Sakura (; ; fl. 13th–14th century) was a mansa of the Mali Empire who reigned during the late 13th century, known primarily from an account given by Ibn Khaldun in his Kitāb al-ʻIbar.  Sakura was not a member of the ruling Keita dynasty, and may have been formerly enslaved. He usurped the throne following a period of political instability and led Mali to considerable territorial expansion. During his reign, trade between the Mali Empire and the rest of the Muslim world increased. He was killed in the early 1300s while returning from the hajj and the Keita dynasty was restored to power.

Biography

Sakura is commonly stated to have been a former slave of the royal court, but it is not clear if he was literally enslaved. Ibn Khaldun refers to him by the term mawlā (), which can be translated as "client", and may imply that he was formerly enslaved but was freed by the Keitas. In oral tradition, he is called jonni, meaning "little slave". It is possible that Sakura was a member of the tontajon taniworo, the sixteen clans of freemen who had the right to bear a quiver. Despite being freemen, the tontajon taniworo are metaphorically referred to as slaves.

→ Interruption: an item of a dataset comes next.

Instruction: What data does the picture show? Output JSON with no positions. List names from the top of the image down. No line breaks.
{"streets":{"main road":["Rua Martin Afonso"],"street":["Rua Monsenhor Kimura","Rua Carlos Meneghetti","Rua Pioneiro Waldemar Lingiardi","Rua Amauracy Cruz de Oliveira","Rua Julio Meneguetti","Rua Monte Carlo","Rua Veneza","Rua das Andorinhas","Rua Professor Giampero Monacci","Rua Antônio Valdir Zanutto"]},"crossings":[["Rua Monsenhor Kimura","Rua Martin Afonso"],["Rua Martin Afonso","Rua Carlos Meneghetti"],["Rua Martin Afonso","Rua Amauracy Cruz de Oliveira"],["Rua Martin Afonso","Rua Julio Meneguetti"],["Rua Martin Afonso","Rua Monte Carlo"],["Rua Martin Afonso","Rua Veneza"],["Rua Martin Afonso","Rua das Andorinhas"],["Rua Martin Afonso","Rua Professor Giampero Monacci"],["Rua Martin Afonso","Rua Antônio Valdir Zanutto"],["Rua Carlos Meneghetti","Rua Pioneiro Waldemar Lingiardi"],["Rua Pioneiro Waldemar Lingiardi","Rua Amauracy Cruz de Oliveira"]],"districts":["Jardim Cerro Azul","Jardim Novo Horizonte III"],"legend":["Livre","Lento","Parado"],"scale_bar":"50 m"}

According to oral tradition, Sakura had a daughter, Sogolon Nyuman.

Reign

During the late 13th century, the leadership of the Mali Empire involved ongoing palace intrigues, with a power struggle between the gbara or Grand Council and the donson ton or hunter guilds. The historian Nehemia Levtzion speculated that Sakura may have been involved in a previous coup, in which Mansa Khalifa had been overthrown and replaced by Sunjata's grandson or nephew Abu Bakr. Eventually, Sakura seized the throne himself. The French colonial administrator and ethnographer Maurice Delafosse estimated his accession to have occurred in 1285.

Sakura was evidently able to stabilize his control of the Mali Empire, as he proceeded to launch a series of military campaigns which expanded the borders of the Mali Empire considerably. According to Ibn Khaldun, in his reign Malian rule extended west to the ocean and east to Takrur, by which Ibn Khaldun meant a land east of Gao and west of Kanem, not Takrur along the Senegal River. Trade between the Mali Empire and the rest of the Muslim world also began to flourish.

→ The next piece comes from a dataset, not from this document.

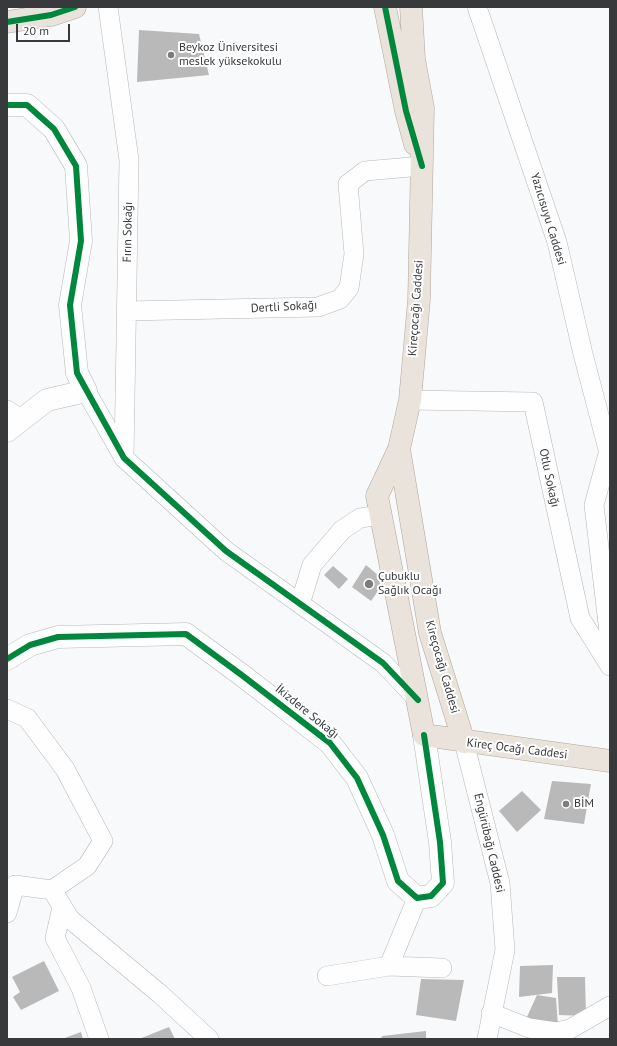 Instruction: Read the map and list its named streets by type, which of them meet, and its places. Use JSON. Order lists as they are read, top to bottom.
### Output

Ibn Khaldun credits Sakura with the conquest of Gao, but subsequently gives a conflicting account that Gao was conquered during the reign of Mansa Musa. The Tarikh al-Sudan agrees with the second account in crediting the conquest of Gao to Musa. It is possible that Sakura had indeed conquered Gao, but that ʿAlī Kulun, founder of the Sunni dynasty, liberated it only for Musa to reassert control over Gao decades later. It is also possible that Mali's control of Gao varied over time, with Mansa Uli, Sakura, and Musa able to secure control of it but control lapsing under less-powerful rulers.

According to Ibn Khaldun, Sakura performed the hajj. He was the first mansa to do so since Uli. Sakura may have sought to strengthen ties with the rest of the Muslim world and display Mali's power during his hajj. Oral tradition does not record Sakura as having performed the hajj.

Sakura's death most likely occurred in the early 1300s. In Ibn Khaldun's account, Sakura was killed while returning from the hajj in the town of Tajura, 12 miles east of Tripoli,, whereas oral tradition says that Kon Mamadi (Qu), a grandson of Sunjata, killed him himself with the help of Sakura's daughter. After Sakura's death, Qu succeeded him as mansa.

Legacy

Ibn Khaldun regarded Sakura as a mighty ruler and describes his reign in greater detail than his predecessors. The 20th-century historian Djibril Tamsir Niane regarded Sakura as having saved the Mali Empire from political crisis. By contrast, there are few recorded oral histories that mention him, and what little mention he receives in them focuses on his status as an usurper. Niane suggested that this may be a deliberate exclusion on the part of oral historians, and it is possible that the few accounts of Sakura recorded in oral tradition are later additions based on the account given by Ibn Khaldun. The memory of Sakura may have been partially incorporated into the hero Fakoli of oral tradition, a great general who supported Sunjata.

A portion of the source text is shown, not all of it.